In Quintana, the Cubs are getting a lefty starter who has been worth nearly 5.0 WAR in each of the last three seasons, and, after a slow start this year, has gotten himself back on that pace again this year.
For his career, Quintana has a 3.51 ERA, a 3.52 FIP, and a 3.82 xFIP – aka, consistently very good and very steady. Although those numbers have taken a hit this year, he’s got a 2.70 ERA since the start of June. His strikeout rate is up a bit this year, though his walk rate and home run rates are also up.
Quintana is making $6M this year, $8.35M next year, and comes with a $10.5M club option in 2019 ($1M buyout), and another $10.5M club option in 2020 ($1M buyout).
We’ll dig in on him so much more soon [UPDATE: And Michael’s got more Quintana for you here]. Hopefully the fact that he doesn’t have to move cities will help him incorporate that much more quickly with his new team – always something you have to consider in these moves.

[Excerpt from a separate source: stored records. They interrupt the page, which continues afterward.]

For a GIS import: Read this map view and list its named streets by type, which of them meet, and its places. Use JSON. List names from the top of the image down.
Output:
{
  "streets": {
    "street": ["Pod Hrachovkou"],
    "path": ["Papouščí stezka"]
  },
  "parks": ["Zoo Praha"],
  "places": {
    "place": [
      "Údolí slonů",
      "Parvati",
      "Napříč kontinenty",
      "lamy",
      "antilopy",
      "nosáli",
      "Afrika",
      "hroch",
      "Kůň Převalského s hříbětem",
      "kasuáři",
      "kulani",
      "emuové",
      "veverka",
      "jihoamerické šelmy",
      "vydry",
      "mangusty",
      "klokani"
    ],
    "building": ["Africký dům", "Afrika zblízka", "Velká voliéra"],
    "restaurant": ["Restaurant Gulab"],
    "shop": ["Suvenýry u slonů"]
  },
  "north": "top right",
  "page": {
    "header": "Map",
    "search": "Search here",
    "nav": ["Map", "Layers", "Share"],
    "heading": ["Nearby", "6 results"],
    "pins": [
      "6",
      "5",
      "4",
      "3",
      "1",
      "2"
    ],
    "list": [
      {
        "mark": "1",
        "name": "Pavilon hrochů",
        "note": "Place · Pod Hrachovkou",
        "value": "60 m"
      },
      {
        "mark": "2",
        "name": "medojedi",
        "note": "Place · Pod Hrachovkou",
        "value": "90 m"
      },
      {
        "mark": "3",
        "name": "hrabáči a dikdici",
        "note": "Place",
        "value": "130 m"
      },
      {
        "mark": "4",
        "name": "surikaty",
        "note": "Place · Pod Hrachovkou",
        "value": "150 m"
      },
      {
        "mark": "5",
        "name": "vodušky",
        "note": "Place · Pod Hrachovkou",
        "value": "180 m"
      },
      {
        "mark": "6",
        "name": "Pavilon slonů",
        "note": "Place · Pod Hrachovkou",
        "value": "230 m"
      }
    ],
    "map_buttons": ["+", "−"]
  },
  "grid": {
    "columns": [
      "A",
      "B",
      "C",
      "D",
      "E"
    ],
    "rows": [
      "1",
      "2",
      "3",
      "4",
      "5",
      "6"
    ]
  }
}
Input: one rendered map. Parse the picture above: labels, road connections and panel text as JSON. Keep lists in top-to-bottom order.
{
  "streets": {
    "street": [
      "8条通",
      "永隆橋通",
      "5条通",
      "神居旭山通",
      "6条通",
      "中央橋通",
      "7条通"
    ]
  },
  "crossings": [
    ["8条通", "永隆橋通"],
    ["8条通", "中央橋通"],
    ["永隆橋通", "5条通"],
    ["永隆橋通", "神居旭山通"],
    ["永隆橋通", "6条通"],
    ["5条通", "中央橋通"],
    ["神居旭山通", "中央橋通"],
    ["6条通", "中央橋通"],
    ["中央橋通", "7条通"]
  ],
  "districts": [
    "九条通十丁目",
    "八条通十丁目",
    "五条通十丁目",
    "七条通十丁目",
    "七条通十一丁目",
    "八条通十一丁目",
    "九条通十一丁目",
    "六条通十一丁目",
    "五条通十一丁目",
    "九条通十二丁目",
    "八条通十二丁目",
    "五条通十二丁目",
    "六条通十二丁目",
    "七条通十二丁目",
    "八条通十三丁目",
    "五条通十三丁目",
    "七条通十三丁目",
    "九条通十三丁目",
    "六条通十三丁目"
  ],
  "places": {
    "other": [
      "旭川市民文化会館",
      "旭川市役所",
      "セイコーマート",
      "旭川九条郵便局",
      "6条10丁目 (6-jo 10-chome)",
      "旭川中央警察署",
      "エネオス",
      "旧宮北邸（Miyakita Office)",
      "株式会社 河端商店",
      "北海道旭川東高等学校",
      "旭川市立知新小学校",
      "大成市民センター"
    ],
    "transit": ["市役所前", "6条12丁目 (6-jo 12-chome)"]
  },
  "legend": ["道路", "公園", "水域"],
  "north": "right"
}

The cost of acquiring Quintana was understandably enormous, though certainly not unfair. Jimenez is a top 10 prospect in the game, and the upside in his bat is right there with any offensive prospect you could find. He hasn’t yet reached AA and is just 20 years old, so there is still some risk. But if you’re asking me to bet, I think he’s a future offensive star. On the Cubs, his spot in the future was a little murky, so the Cubs are betting more on Kyle Schwarber and Ian Happ right now than on Jimenez. (And, if you’re an extreme dreamer, Bryce Harper?)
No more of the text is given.